Work out how many lines of the listing below contain the word "linecap". Respond with that number only.
-- Material to process follows --
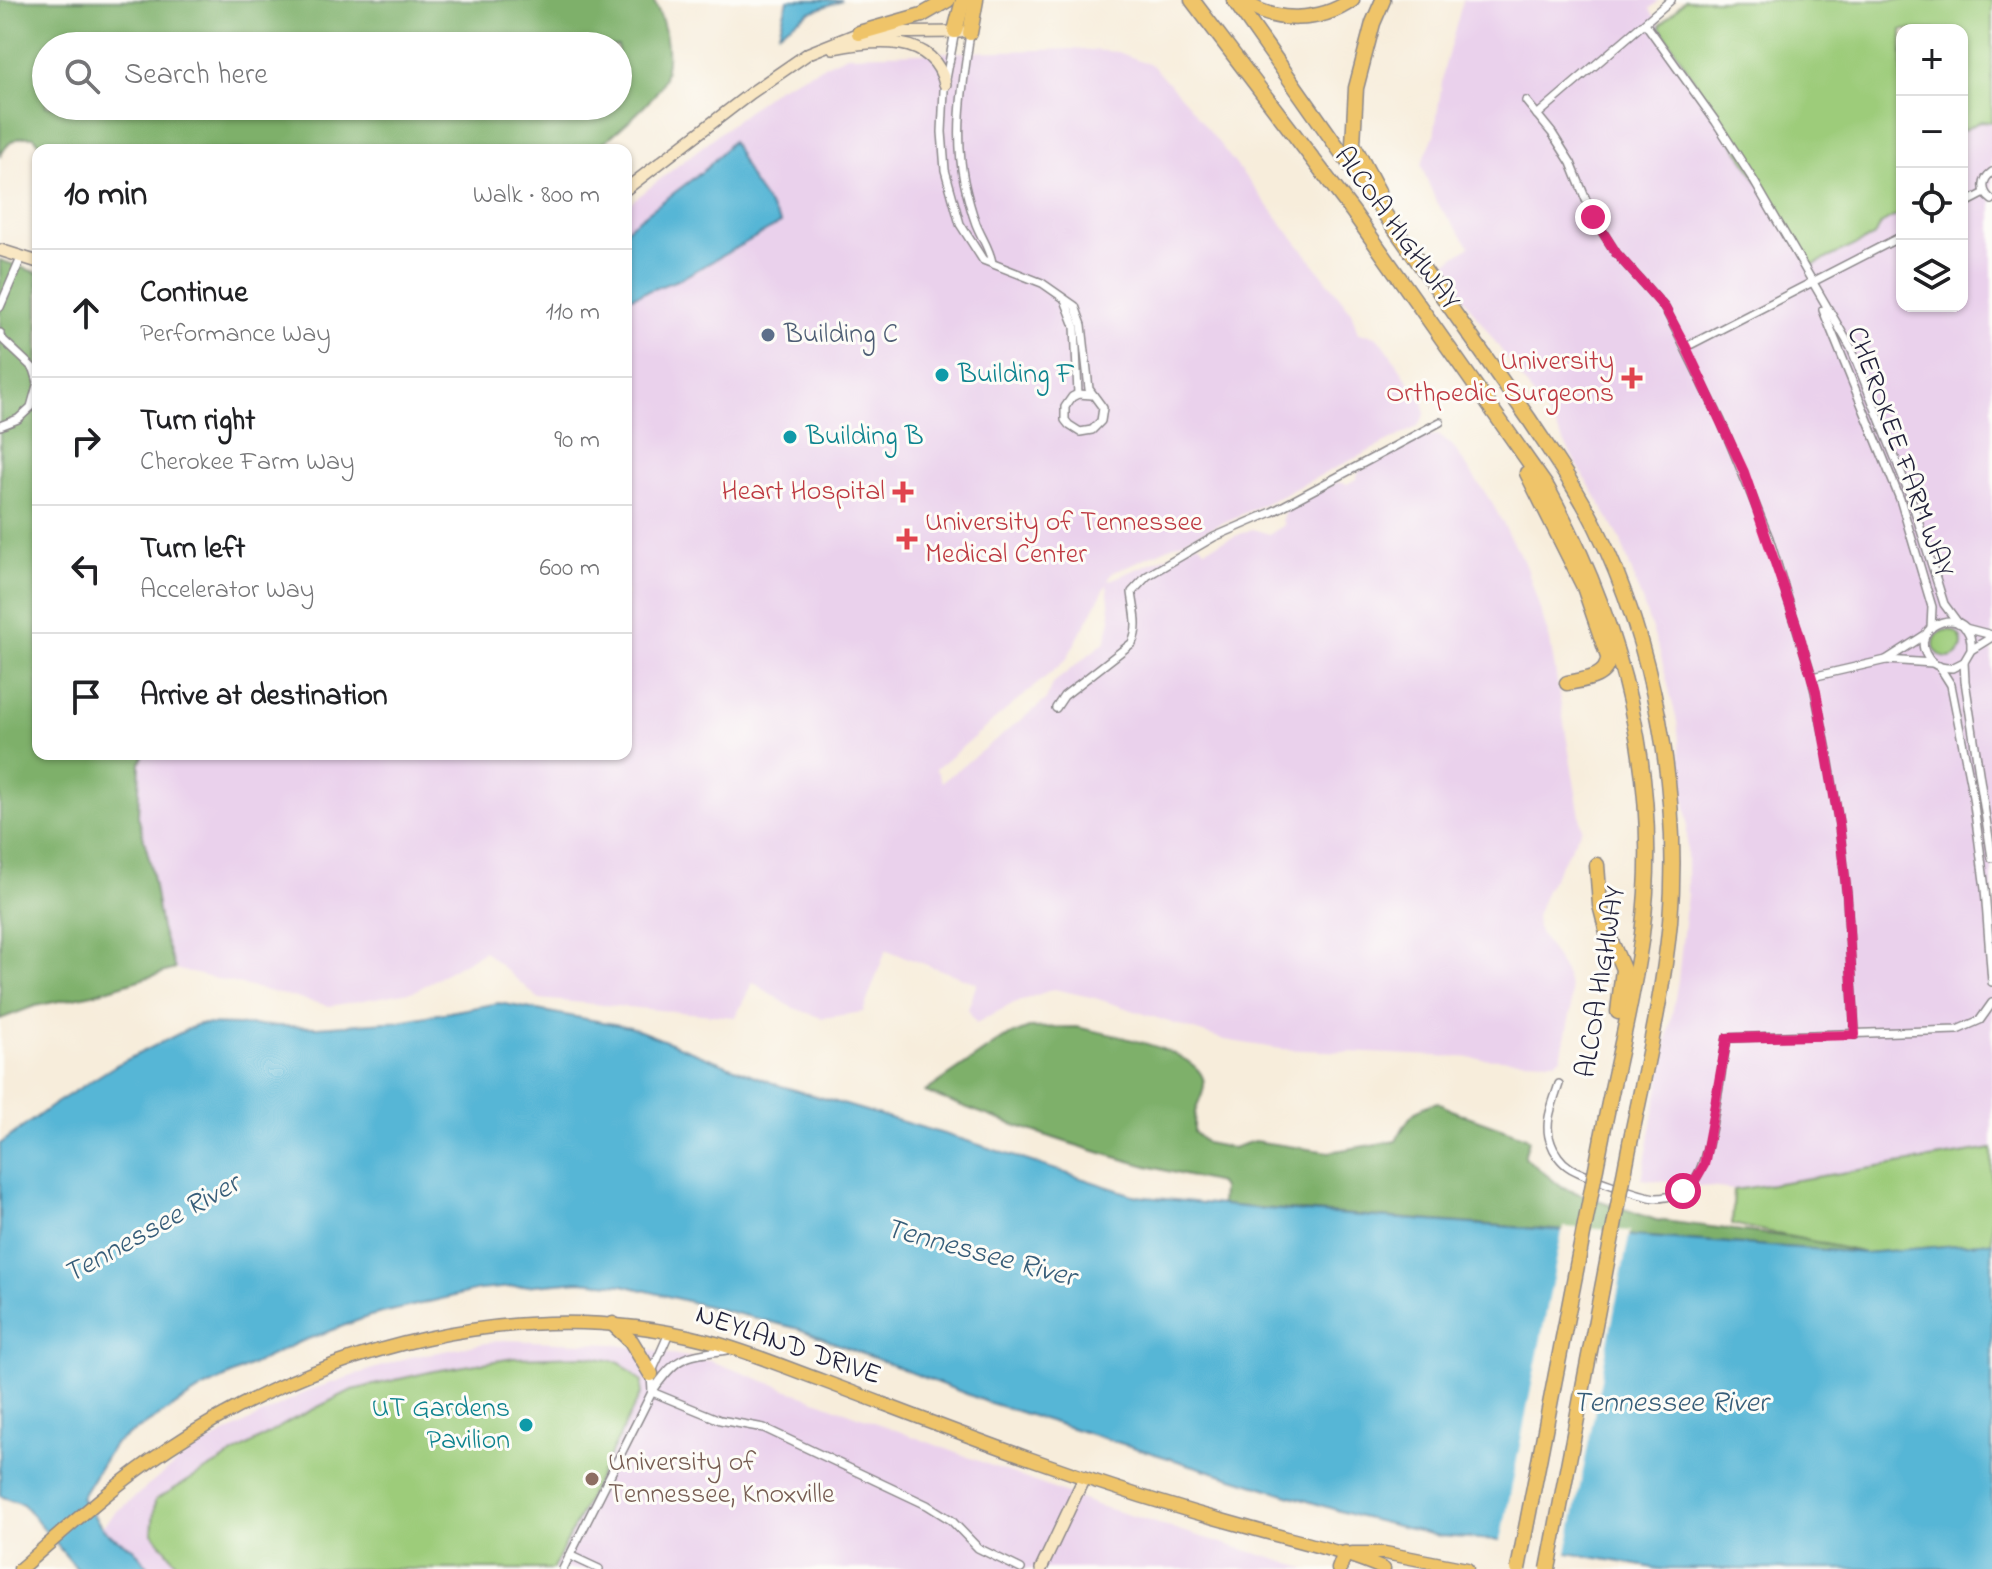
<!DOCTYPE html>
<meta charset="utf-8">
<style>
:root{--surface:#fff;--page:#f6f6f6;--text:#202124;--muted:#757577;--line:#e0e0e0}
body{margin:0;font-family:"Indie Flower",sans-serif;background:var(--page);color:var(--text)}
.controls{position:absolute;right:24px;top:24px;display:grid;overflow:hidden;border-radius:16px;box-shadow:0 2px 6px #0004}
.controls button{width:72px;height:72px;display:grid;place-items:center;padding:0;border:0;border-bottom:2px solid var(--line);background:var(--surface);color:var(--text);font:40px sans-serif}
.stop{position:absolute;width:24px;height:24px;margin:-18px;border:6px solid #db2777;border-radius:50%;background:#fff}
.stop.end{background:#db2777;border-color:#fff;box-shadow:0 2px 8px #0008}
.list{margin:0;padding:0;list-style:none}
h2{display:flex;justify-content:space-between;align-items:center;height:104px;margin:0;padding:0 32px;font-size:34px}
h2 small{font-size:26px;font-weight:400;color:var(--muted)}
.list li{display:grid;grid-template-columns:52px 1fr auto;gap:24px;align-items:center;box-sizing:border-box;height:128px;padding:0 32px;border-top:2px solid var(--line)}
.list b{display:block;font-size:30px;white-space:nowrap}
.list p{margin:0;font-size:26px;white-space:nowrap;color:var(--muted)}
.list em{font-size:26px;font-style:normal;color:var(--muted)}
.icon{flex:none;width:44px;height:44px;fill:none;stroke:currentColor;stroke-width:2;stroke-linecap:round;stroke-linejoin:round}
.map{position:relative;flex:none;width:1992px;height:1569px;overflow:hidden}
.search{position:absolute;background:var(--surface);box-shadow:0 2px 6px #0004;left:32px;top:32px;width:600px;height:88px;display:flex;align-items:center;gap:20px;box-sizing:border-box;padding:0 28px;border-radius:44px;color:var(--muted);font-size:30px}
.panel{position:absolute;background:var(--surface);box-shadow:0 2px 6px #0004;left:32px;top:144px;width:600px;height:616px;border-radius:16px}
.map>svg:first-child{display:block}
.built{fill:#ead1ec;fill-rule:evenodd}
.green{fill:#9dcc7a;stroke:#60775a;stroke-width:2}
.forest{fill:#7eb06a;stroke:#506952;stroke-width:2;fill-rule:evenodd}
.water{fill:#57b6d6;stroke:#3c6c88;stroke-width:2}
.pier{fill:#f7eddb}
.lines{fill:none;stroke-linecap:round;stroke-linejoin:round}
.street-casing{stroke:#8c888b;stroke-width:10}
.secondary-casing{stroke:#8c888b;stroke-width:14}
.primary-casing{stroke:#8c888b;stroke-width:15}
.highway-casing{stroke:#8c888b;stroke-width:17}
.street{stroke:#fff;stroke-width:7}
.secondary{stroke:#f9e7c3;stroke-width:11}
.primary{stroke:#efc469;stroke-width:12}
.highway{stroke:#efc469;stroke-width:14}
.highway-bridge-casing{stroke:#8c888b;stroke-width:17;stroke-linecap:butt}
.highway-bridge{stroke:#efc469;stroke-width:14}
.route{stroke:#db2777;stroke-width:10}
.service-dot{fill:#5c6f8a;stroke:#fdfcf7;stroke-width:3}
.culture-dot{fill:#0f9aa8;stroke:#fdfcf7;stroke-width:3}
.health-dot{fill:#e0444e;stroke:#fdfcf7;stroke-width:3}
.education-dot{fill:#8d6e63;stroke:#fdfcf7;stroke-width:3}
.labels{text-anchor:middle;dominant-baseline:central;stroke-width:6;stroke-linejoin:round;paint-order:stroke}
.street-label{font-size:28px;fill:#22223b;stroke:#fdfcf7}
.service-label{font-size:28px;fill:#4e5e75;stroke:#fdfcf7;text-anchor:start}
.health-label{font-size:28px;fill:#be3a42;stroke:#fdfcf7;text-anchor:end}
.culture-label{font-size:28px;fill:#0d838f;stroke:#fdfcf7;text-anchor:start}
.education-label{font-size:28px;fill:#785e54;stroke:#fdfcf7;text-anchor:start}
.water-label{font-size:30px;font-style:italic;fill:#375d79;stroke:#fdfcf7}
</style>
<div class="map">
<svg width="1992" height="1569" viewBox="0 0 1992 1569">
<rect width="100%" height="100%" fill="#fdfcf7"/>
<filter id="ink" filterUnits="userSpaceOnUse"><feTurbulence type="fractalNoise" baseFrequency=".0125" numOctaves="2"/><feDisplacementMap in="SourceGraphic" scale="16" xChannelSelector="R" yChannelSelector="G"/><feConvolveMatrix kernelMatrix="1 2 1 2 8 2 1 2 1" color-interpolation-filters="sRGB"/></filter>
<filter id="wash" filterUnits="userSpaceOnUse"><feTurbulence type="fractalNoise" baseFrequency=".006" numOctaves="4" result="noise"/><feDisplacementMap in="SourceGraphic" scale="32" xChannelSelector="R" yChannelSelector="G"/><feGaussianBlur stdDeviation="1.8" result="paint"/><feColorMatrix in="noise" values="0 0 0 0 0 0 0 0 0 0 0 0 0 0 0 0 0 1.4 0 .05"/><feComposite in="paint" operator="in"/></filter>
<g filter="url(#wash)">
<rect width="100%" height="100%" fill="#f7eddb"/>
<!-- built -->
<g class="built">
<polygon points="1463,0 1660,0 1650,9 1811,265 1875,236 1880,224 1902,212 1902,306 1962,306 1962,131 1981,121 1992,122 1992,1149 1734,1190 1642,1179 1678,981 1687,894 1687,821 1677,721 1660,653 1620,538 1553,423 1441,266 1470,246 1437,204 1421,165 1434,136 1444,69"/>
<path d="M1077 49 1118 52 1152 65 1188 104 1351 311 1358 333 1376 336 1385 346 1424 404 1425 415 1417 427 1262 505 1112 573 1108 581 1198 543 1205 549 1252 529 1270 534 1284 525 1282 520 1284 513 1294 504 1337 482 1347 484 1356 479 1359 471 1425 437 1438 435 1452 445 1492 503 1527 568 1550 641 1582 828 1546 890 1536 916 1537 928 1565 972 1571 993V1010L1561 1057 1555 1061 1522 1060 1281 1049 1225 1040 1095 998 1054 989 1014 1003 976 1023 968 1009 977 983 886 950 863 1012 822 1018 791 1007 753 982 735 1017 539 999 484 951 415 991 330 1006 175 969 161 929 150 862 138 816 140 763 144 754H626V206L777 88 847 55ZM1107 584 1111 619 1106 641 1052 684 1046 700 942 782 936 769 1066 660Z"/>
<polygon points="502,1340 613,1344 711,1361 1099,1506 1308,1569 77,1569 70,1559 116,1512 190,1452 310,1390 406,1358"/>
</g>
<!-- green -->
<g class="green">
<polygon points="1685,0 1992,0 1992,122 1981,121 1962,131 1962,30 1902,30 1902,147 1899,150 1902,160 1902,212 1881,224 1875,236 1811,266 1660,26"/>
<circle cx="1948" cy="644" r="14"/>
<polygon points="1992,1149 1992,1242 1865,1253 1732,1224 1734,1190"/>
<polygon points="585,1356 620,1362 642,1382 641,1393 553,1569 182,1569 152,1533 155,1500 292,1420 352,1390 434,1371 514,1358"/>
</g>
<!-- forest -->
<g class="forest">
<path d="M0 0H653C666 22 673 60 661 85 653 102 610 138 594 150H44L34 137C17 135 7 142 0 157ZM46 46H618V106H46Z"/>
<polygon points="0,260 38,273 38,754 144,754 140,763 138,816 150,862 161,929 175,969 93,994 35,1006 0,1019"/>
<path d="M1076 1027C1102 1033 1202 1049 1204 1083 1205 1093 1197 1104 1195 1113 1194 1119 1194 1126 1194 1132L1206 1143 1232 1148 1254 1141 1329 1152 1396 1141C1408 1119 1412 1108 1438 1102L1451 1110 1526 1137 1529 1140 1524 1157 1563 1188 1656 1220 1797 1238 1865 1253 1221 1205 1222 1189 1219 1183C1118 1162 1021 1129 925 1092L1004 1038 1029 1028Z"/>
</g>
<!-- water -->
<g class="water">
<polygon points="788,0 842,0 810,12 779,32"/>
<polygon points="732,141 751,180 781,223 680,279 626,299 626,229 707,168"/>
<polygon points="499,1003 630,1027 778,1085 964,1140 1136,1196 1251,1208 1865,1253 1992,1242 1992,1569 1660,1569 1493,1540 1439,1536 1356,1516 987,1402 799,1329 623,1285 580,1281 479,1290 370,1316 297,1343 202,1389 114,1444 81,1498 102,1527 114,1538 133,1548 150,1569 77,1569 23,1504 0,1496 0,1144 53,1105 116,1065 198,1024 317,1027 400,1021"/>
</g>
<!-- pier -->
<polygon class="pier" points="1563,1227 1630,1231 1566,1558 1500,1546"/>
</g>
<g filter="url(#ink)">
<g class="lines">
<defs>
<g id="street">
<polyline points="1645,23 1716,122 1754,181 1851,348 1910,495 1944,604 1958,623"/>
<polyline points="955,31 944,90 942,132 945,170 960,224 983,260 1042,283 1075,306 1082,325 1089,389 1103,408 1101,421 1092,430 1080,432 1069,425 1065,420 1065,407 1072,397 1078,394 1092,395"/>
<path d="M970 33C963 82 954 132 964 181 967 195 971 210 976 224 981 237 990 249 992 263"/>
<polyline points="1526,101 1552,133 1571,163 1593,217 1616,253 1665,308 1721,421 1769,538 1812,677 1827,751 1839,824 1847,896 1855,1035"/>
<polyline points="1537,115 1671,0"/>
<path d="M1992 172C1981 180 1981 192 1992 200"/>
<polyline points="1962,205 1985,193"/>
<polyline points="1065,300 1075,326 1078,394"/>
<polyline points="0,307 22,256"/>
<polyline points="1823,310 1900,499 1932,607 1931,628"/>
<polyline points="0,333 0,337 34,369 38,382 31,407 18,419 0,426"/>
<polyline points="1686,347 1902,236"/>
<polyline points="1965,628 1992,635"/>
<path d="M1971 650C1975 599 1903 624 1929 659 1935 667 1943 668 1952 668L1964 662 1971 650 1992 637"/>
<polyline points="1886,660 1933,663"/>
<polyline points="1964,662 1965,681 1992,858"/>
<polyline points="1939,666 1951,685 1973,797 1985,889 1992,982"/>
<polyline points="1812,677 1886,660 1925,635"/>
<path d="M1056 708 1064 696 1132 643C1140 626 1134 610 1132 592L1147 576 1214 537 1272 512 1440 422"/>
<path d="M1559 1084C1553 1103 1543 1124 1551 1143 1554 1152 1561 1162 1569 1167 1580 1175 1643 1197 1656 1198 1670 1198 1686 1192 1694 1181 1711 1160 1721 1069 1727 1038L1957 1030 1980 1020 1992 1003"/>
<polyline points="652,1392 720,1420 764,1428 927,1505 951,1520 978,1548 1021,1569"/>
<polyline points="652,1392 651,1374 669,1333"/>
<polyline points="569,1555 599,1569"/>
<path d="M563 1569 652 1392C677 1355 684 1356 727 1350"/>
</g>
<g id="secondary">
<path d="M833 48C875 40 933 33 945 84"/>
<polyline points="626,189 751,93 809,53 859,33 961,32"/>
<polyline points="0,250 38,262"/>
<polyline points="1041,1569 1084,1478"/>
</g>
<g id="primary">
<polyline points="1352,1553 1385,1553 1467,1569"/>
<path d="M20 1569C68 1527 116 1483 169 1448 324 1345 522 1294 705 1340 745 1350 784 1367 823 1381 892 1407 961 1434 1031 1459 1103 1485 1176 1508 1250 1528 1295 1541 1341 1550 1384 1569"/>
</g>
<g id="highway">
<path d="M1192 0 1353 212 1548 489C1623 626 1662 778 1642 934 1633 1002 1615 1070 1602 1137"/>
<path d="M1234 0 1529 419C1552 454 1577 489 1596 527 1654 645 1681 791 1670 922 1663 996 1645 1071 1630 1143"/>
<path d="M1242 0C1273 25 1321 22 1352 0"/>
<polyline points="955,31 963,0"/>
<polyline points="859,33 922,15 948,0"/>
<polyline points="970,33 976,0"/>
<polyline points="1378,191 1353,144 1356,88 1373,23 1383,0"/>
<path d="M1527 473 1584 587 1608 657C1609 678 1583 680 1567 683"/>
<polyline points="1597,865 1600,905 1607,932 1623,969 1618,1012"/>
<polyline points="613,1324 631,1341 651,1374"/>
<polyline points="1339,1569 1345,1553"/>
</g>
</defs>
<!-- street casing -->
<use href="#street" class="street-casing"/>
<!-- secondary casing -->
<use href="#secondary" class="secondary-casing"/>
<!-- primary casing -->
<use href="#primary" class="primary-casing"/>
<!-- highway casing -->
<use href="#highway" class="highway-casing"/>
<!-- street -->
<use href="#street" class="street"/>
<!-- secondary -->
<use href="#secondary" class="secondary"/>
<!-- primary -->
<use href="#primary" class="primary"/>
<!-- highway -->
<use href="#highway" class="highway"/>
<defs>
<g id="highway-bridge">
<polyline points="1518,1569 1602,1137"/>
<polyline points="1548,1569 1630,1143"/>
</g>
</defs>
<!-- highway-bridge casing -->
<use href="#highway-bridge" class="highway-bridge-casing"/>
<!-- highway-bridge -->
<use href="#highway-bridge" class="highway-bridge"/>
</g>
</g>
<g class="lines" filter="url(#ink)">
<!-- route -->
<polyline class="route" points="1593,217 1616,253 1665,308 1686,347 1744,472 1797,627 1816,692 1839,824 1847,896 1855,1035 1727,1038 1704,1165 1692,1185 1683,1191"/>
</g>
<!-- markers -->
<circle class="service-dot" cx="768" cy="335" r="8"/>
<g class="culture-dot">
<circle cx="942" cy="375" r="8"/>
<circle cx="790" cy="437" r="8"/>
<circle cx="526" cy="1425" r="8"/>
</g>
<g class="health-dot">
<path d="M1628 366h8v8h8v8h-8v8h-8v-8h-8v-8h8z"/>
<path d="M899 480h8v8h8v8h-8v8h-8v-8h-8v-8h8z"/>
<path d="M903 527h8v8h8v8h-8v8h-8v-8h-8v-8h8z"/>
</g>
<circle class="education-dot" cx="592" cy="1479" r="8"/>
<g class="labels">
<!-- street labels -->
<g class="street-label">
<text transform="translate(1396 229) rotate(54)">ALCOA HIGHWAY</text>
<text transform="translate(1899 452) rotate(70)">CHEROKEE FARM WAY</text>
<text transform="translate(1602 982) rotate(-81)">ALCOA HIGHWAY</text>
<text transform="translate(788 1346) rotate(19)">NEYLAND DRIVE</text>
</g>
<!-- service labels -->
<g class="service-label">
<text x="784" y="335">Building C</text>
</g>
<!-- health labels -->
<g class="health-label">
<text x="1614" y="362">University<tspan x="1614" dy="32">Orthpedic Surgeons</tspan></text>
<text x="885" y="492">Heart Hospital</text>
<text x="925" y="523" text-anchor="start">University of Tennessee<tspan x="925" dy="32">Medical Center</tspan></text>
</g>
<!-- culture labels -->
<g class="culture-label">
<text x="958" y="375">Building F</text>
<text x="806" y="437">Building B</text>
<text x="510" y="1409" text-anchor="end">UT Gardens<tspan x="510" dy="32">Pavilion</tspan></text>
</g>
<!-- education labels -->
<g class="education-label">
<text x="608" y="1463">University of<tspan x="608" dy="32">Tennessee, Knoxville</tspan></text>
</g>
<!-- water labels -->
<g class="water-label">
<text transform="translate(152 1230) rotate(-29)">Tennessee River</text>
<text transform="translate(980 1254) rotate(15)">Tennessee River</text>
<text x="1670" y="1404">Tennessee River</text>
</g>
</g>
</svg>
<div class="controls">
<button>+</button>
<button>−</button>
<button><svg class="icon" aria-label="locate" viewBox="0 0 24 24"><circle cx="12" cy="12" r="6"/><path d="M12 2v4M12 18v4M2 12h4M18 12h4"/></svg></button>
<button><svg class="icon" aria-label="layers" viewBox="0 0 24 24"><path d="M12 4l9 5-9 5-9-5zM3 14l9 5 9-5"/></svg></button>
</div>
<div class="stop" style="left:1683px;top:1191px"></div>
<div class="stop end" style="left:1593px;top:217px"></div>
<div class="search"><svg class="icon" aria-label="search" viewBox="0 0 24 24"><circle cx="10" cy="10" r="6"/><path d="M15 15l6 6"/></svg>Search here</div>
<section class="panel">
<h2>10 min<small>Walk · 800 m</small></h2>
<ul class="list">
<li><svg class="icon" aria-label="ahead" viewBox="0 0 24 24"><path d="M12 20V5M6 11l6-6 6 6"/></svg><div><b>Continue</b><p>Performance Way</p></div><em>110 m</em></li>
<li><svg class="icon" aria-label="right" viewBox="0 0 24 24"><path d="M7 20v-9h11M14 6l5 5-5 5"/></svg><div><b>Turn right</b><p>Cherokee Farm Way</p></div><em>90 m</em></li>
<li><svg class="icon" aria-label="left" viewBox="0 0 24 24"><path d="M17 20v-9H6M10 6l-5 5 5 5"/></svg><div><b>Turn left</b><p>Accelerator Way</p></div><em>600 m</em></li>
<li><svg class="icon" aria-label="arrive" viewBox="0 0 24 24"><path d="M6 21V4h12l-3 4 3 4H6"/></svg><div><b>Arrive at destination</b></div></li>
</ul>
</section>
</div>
-- Material to process concluded --
• _The answer_
3